PROBLEM DETAILS – In the listing below, the answer starts at the line that has "M900,318l55,37 -37,40 -55,-39z" and stops after the line that has "M1929,354l69,42v44l-4,8 -90,-56z"; please repeat that part exactly and nothing more.

INFORMATION SUPPLIED –
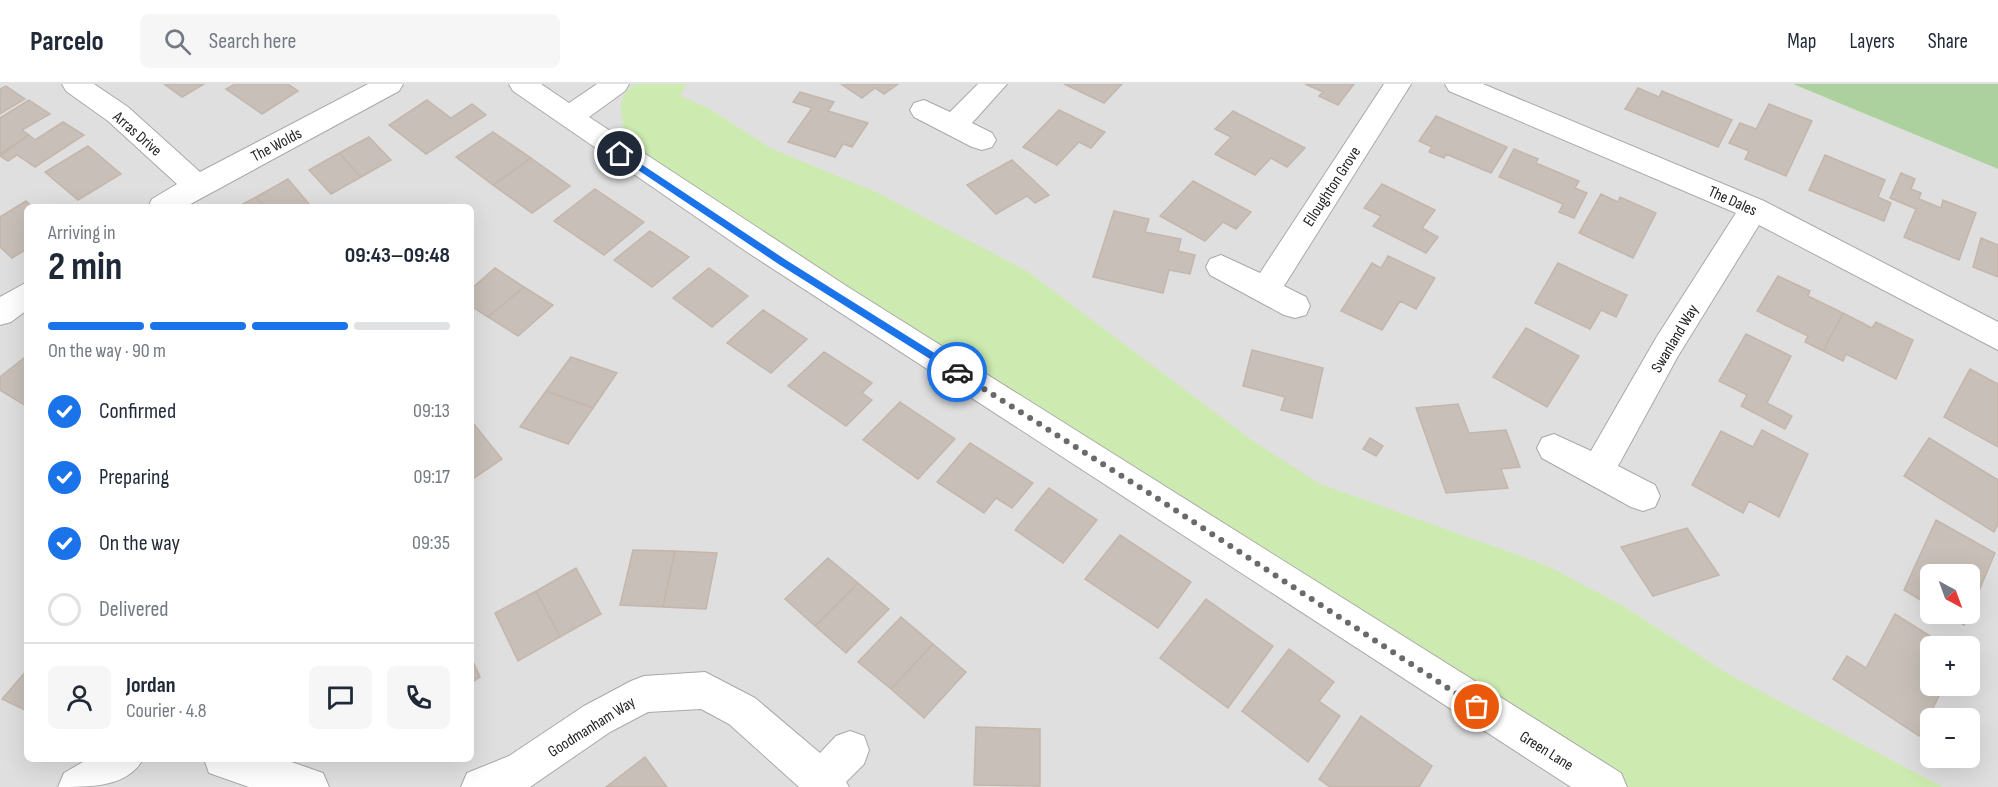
<!DOCTYPE html>
<meta charset="utf-8">
<style>
:root{--surface:#fff;--page:#f6f6f7;--text:#1f2937;--muted:#747a83;--line:#e0e1e3;--accent:#1a73e8}
body{margin:0;font-family:"Sofia Sans Condensed",sans-serif;background:var(--page);color:var(--text);height:100vh;display:flex;flex-direction:column;font-size:22px;white-space:nowrap}
*{box-sizing:border-box;margin:0}
p{font-size:20px;color:var(--muted)}
.icon{flex:none;width:33px;height:33px;fill:none;stroke:currentColor;stroke-width:2;stroke-linecap:round;stroke-linejoin:round}
.map{position:relative;flex:1;overflow:hidden}
.details{position:absolute;left:24px;top:120px;width:450px;height:558px;display:flex;flex-direction:column;background:var(--surface);border-radius:9px;box-shadow:0 6px 24px #0002}
.details>*{flex:none}
.needle{width:39px;rotate:139deg}
.buttons{position:absolute;left:1920px;top:480px;display:grid;gap:12px}
.buttons a{display:grid;place-items:center;width:60px;height:60px;border-radius:9px;background:var(--surface);box-shadow:0 6px 24px #0002;font-size:30px}
.pin{position:absolute;display:grid;place-items:center;width:51px;height:51px;color:#fff;margin:-26px;border:3px solid #fff;border-radius:50%;box-shadow:0 2px 6px #0007}
.courier{position:absolute;display:grid;place-items:center;width:60px;height:60px;margin:-30px;border:4px solid #1a73e8;border-radius:50%;background:#fff;color:#222;box-shadow:0 2px 8px #0007}
.summary em{font-style:normal;font-weight:700}
.summary div{display:flex;flex-direction:column-reverse}
.summary{display:flex;align-items:center;justify-content:space-between;height:102px;padding:0 24px}
h1{font-size:39px;font-weight:700;line-height:45px}
.bar{display:grid;grid-template-columns:repeat(4,1fr);gap:9px 6px;align-content:center;height:72px;padding:0 24px}
.bar i{height:8px;border-radius:4px;background:var(--line)}
.bar .on{background:var(--accent)}
.bar p{grid-column:span 4}
.line{display:flex;align-items:center;gap:15px;padding:0 24px;border-top:2px solid var(--line)}
.line div{flex:1}
.round{display:grid;place-items:center;flex:none;width:63px;height:63px;border-radius:9px;background:var(--page)}
ol{padding:0 24px;list-style:none}
li{display:flex;align-items:center;gap:18px;height:66px}
li p{margin-inline-start:auto}
li .icon{padding:6px;border-radius:50%;background:var(--accent);color:#fff;stroke-width:4}
li:last-child{color:var(--muted)}
li i{width:33px;height:33px;border:3px solid var(--line);border-radius:50%}
header{display:flex;align-items:center;gap:36px;box-sizing:border-box;height:84px;padding:0 30px;background:var(--surface);border-bottom:2px solid var(--line)}
header strong{font-size:28px}
nav{display:flex;gap:33px;margin-inline-start:auto;font-size:21px}
.search{width:420px;height:54px;background:var(--page);display:flex;align-items:center;gap:15px;box-sizing:border-box;padding:0 21px;border-radius:9px;color:var(--muted);font-size:22px}
.map>svg:first-child{display:block}
.residential{fill:#e0dfdf;fill-rule:evenodd}
.grass{fill:#cdebb0}
.forest{fill:#add19e}
.building{fill:#c7bfb8;stroke:#c4b6ab;stroke-width:1.5}
.lines{fill:none;stroke-linecap:round;stroke-linejoin:round}
.minor-casing{stroke:#a9a9a9;stroke-width:2}
.minor{fill:#fff;fill-rule:evenodd}
.route{fill:#1a73e8}
.done{stroke:#6b6a68;stroke-width:6;stroke-dasharray:0 10.8}
.labels{text-anchor:middle;stroke-width:4.5;stroke-linejoin:round;paint-order:stroke}
.street-label{font-size:16px;fill:#222;stroke:#fff}
</style>
<header>
<strong>Parcelo</strong>
<div class="search"><svg class="icon" aria-label="search" viewBox="0 0 24 24"><circle cx="10" cy="10" r="6"/><path d="M15 15l6 6"/></svg>Search here</div>
<nav><a>Map</a><a>Layers</a><a>Share</a></nav>
</header>
<div class="map">
<svg width="1998" height="703" viewBox="0 0 1998 703">
<rect width="100%" height="100%" fill="#f2efe9"/>
<path class="residential" d="M0,0h1793l205,85v618h-1998zM27,123h444v552h-444zM1930,490h40v40h-40zM1930,562h40v40h-40zM1930,634h40v40h-40z"/>
<path class="grass" d="M635,0h51l-5,12 29,13 60,39 106,44 151,79 226,170 67,43 228,82 77,41 103,67 215,113h-336l-987,-633c1,-8 3,-16 3,-24 0,-20 -9,-31 12,-46z"/>
<path class="forest" d="M1793,0h205v85z"/>
<path class="building" d="M164,0h40l-22,13z
M235,0h53l10,7 -36,23 -36,-25z
M841,0h57l-14,10 -9,-6 -13,10z
M1064,0h58l-18,19z
M1305,0h49l-16,21 -19,-9 4,-4z
M6,2l19,13 -25,15v-25z
M1638,4l21,9 3,-6 70,29 -14,27 -93,-38z
M800,8l34,10 -6,9 40,12 -16,24 -9,-3 -8,13 -47,-15 24,-34 -19,-6z
M29,16l21,14 -28,16 7,5 -29,19v-36z
M427,16l24,18 21,-14 14,11 -60,39 -37,-29z
M1769,20l43,17 -26,55 -41,-17 4,-8 -20,-8 11,-20 16,6z
M1059,26l46,22 -14,16 -12,-6 -22,23 -34,-18z
M1233,27l72,37 -18,19 -16,-9 -16,17 -40,-21 16,-17 -16,-8z
M1436,32l71,31 -16,26 -45,-19 -2,4 -15,-6 3,-5 -13,-6z
M63,38l21,13 -49,32 -18,-12 -9,6 -8,-5 29,-21 6,5z
M493,48l38,26 -38,27 -37,-28z
M369,53l22,23 -30,17 -22,-24z
M88,62l33,28 -43,26 -33,-28z
M1514,65l24,10 -2,4 43,18 -4,7 12,5 -13,25 -15,-6 4,-8 -64,-27z
M339,69l22,24 -30,17 -22,-24z
M1825,71l60,25 -7,17 13,6 -7,18 -75,-31z
M531,74l39,28 -38,27 -39,-28z
M1012,76l37,35 -14,8 -8,-7 -31,18 -29,-29z
M1901,89l14,6 -4,10 10,4 -2,6 22,9 2,-8 33,13 -17,47 -55,-23 12,-28 -26,-11z
M288,95l21,25 -4,3h-40l-9,-10z
M1193,97l58,31 -15,17 -13,-7 -18,19 -45,-25z
M1382,100l53,26 -13,18 16,9 -12,16 -53,-27 8,-10 -17,-8z
M595,105l49,33 -40,33 -50,-34z
M1601,110l17,8 2,-5 36,16 -23,45 -54,-25z
M256,113l9,10h-28z
M26,117l6,6h-5v42l-15,9 -12,-11v-30z
M1114,127l35,8 -4,13 36,7 -3,12 17,4 -5,19 -21,-4 -6,23 -70,-16z
M650,147l39,26 -37,30 -38,-27z
M1981,154l17,7v32l-25,-10z
M1388,172l47,22 -19,31 -16,-8 -18,29 -41,-19 31,-48 9,5z
M1558,179l69,32 -11,22 -15,-7 -11,19 -55,-26z
M495,184l29,19 -36,30 -17,-11v-17z
M709,184l39,28 -36,31 -39,-29z
M1778,192l32,15 -2,5 35,17 -20,38 -18,-9 3,-6 -51,-25z
M524,203l29,18 -35,31 -30,-19z
M763,226l44,29 -36,34 -44,-30z
M1843,229l29,15 4,-6 37,18 -17,39 -50,-25 -3,7 -20,-10z
M1526,244l53,28 -32,51 -54,-30z
M1746,250l45,22 -24,47 25,13 -7,13 -44,-23 6,-11 -28,-14z
M1252,266l71,18 -11,50 -31,-8 4,-13 -42,-11z
M824,268l48,31 -10,10 10,7 -26,26 -58,-40z
M571,273l46,16 -24,35 -47,-17z
M24,274l3,2 -1,46 -26,-16v-13z
M1970,285l28,15v63l-54,-30z
M546,307l47,17 -25,36 -48,-17z
M900,318l55,37 -37,40 -55,-39z
M1458,320l11,29 37,-3 14,37 -19,2 7,19 -62,5 -30,-85z
M473,339l29,36 -31,21v-56z
M1762,346l46,24 -29,63 -30,-16 -6,12 -51,-28 29,-54 32,16z
M1370,354l13,8 -7,10 -13,-7z
M1929,354l69,42v44l-4,8 -90,-56z
M970,359l63,40 -21,25 -16,-10 -12,15 -47,-31z
M1049,404l48,32 -34,43 -48,-33z
M1936,436l59,33 -25,59v-38h-40v32l-26,-16z
M1687,444l32,47 -66,21 -32,-49z
M1120,451l71,47 -33,46 -73,-49z
M633,466l42,1 -12,56 -43,-2z
M675,467l42,2 -11,56 -43,-2z
M828,474l30,25 -43,43 -30,-27z
M576,484l25,46 -41,23 -24,-46z
M858,499l31,26 -43,44 -31,-27z
M536,507l24,46 -42,24 -23,-48z
M1206,515l67,47 -45,62 -68,-50z
M1895,530l51,32h-16v40h14l-25,50 -86,-57 14,-23 19,12z
M1944,530h25l-5,11z
M901,533l32,27 -42,45 -33,-27z
M933,560l33,28 -42,46 -33,-29z
M1289,565l45,33 -15,19 21,15 -32,46 -66,-51z
M471,573l9,20 -9,6z
M27,586v41l-25,-12z
M1361,632l71,50 -13,21h-89l-11,-8z
M976,643l64,2v57l-66,-1z
M645,673l22,30h-61z"/>
<g class="lines">
<defs>
<path id="minor" d="M62,0h32l34,23 72,65 168,-88h35l-4,7 -214,116h-37l4,-8 25,-15 -69,-63 -42,-30z
M509,0h32l28,19 28,-19h32l-4,7 -36,26 259,170 773,486 6,14h-56l-34,-22 -790,-513 -234,-161z
M978,0h29l-35,39 20,10 4,7 -4,7 -10,3 -10,-3 -58,-30 -4,-7 4,-7 10,-3 26,12z
M1384,0h27l-127,202 22,11 4,9 -4,9 -11,3 -11,-3 -74,-40 -4,-8 4,-8 11,-4 39,18z
M1445,0h38l281,117 234,121v28l-239,-125 -81,131 -60,110 37,19 5,11 -5,11 -12,4 -12,-4 -89,-49 -5,-10 5,-10 12,-4 37,17 65,-113 80,-125 -287,-122z
M27,198v28l-16,12 -11,3v-28z
M705,588l50,26 65,55 16,-17 14,-5 14,5 5,14 -5,14 -18,18 3,5h-50l-70,-63 -28,-15 -53,3 -38,20 -80,55h-69l6,-14 42,-17 75,-50 47,-25 13,-5z
M88,675h55c-15,28 -52,28 -85,28l6,-14z
M204,675h79l40,14 6,14h-80l-40,-14z"/>
</defs>
<use href="#minor" class="minor-casing"/>
<use href="#minor" class="minor"/>
</g>
<path class="route" d="M617,68h6l163,108 174,109v5h-6l-174,-109 -163,-109z"/>
<g class="lines">
<path class="done" d="M957,288l206,130 314,205"/>
</g>
<g class="labels">
<g class="street-label">
<text transform="translate(138 49) rotate(41)" y="6">Arras Drive</text>
<text transform="translate(276 60) rotate(-28)" y="6">The Wolds</text>
<text transform="translate(1331 102) rotate(-57)" y="6">Elloughton Grove</text>
<text transform="translate(1733 116) rotate(24)" y="6">The Dales</text>
<text transform="translate(1674 254) rotate(-59)" y="6">Swanland Way</text>
<text transform="translate(591 642) rotate(-32)" y="6">Goodmanham Way</text>
<text transform="translate(1547 666) rotate(32)" y="6">Green Lane</text>
</g>
</g>
</svg>
<div class="buttons">
<a><svg class="needle" viewBox="-14 -14 28 28"><path d="M0-13l5 13h-10z" fill="#e53935"/><path d="M0 13l5-13h-10z" fill="#747a83"/></svg></a>
<a>+</a>
<a>−</a>
</div>
<div class="pin" style="left:1477px;top:623px;background:#ea580c"><svg class="icon" aria-label="bag" viewBox="0 0 24 24"><path d="M5 8h14l-1 12H6zM9 8a3 3 0 0 1 6 0"/></svg></div>
<div class="pin" style="left:620px;top:70px;background:#1f2937"><svg class="icon" aria-label="home" viewBox="0 0 24 24"><path d="M3 11l9-7 9 7M6 9v11h12V9"/></svg></div>
<div class="courier" style="left:957px;top:288px"><svg class="icon" aria-label="car" viewBox="0 0 24 24"><path d="M5 17H2v-5l4-1 3-4h7l3 4 3 1v5h-3M9 17h6M6 11h13"/><circle cx="7" cy="17" r="2"/><circle cx="17" cy="17" r="2"/></svg></div>
<section class="details">
<div class="summary"><div><h1>2 min</h1><p>Arriving in</p></div><em>09:43–09:48</em></div>
<div class="bar"><i class="on"></i><i class="on"></i><i class="on"></i><i></i><p>On the way · 90 m</p></div>
<ol>
<li><svg class="icon" aria-label="check" viewBox="0 0 24 24"><path d="M5 12l5 5 9-10"/></svg>Confirmed<p>09:13</p></li>
<li><svg class="icon" aria-label="check" viewBox="0 0 24 24"><path d="M5 12l5 5 9-10"/></svg>Preparing<p>09:17</p></li>
<li><svg class="icon" aria-label="check" viewBox="0 0 24 24"><path d="M5 12l5 5 9-10"/></svg>On the way<p>09:35</p></li>
<li><i></i>Delivered</li>
</ol>
<div class="line" style="height:108px"><a class="round"><svg class="icon" aria-label="person" viewBox="0 0 24 24"><circle cx="12" cy="8" r="4"/><path d="M4 21q1-7 8-7t8 7"/></svg></a><div><b>Jordan</b><p>Courier · 4.8</p></div><a class="round"><svg class="icon" aria-label="chat" viewBox="0 0 24 24"><path d="M4 5h16v11H9l-5 4z"/></svg></a><a class="round"><svg class="icon" aria-label="phone" viewBox="0 0 24 24"><path d="M5 4h4l2 5-3 2q2 4 5 5l2-3 5 2v4C11 20 4 13 5 4z"/></svg></a></div>
</section>
</div>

ANSWER AREA –
M900,318l55,37 -37,40 -55,-39z
M1458,320l11,29 37,-3 14,37 -19,2 7,19 -62,5 -30,-85z
M473,339l29,36 -31,21v-56z
M1762,346l46,24 -29,63 -30,-16 -6,12 -51,-28 29,-54 32,16z
M1370,354l13,8 -7,10 -13,-7z
M1929,354l69,42v44l-4,8 -90,-56z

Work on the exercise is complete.